América irrumpe en el mundo cambiando su orden, por ello es lícito llamarle fenómeno y como todo fenómeno no se comprende fácilmente, su asimilación en lo ya establecido es lenta y dolorosa. Aún hoy, ella se haya en ese trance de aceptar su esencia fenomenológica, es decir, su propia aparición.
Ante este acontecer, el hombre tiene un extraordinario instrumento que la mide en profundidad, intensidad y alcance. El arte escultórico posee esa notable capacidad de revelar los lugares porque la escultura en el paisaje es ante todo aparición. No le compete ninguna tarea en el acto de asentamiento humano y por ello es completamente irresponsable. No es para representar, ni simbolizar, ni tampoco ordenar o embellecer (aunque use estos y otros atributos). Su papel es el de iluminar el lugar, desde una dimensión ulterior a la ocupación humana que solo se puede vislumbrar al interior del mito y con el lenguaje poético. Este iluminar se asemeja mucho al papel que cumple el diapasón en la música. Se puede imaginar la escultura en el paisaje como un diapasón que resuena con la nota precisa que hace aparecer el lugar iluminado. Así uno podría concluir que la escultura en el paisaje es como el diapasón del espacio y tiene el don de hacer aparecer la singularidad del lugar.
La escultura de carácter monumental ha establecido desde sus inicios más primitivos y hasta la fecha una relación íntima con la noción de trascendencia afín al hombre.
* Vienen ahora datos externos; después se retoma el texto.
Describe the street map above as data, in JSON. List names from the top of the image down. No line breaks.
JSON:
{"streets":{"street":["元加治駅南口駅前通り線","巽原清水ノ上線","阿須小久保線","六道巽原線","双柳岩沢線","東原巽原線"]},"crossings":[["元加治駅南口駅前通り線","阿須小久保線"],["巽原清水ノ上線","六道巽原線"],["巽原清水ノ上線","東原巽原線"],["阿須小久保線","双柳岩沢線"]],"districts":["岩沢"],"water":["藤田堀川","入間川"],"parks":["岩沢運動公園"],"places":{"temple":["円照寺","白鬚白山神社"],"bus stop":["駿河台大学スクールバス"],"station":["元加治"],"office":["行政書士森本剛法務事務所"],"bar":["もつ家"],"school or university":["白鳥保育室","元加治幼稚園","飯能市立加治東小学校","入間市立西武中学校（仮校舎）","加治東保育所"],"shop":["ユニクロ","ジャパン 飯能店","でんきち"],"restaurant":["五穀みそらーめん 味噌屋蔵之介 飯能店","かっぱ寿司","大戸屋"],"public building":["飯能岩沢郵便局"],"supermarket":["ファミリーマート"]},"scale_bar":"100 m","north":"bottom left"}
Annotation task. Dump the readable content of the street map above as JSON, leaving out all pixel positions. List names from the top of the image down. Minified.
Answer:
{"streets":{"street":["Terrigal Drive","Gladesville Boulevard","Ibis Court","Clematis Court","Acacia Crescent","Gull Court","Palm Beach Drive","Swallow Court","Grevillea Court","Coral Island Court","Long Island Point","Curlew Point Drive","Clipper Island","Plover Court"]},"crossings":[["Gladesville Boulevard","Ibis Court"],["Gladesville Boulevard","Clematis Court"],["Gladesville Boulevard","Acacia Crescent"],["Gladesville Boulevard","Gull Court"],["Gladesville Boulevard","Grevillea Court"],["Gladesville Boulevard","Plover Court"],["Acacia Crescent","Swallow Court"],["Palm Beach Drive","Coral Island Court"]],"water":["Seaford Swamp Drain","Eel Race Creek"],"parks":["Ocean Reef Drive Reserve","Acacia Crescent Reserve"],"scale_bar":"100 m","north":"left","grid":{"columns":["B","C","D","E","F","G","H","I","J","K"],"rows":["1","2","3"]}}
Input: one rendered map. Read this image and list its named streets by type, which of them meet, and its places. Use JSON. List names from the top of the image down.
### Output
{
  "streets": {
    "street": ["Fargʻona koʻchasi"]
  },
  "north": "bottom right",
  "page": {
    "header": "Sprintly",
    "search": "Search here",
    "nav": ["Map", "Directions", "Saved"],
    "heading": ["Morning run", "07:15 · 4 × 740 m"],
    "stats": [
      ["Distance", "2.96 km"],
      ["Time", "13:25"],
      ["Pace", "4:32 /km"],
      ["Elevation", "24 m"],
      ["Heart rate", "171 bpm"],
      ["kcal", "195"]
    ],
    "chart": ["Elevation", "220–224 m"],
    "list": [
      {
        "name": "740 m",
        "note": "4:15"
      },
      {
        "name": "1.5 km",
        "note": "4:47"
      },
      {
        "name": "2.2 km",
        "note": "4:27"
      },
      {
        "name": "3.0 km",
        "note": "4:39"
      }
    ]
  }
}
Desde los albores de la civilización humana hasta la actualidad, toda obra de carácter monumental desliza a través de ella una relación con la muerte. Esta relación a lo largo de los milenios adquiere distintas formas siendo las primeras directas y explícitas, mientras que las últimas y actuales dejan la muerte de lado para concentrarse en trascendencia y simbolismo.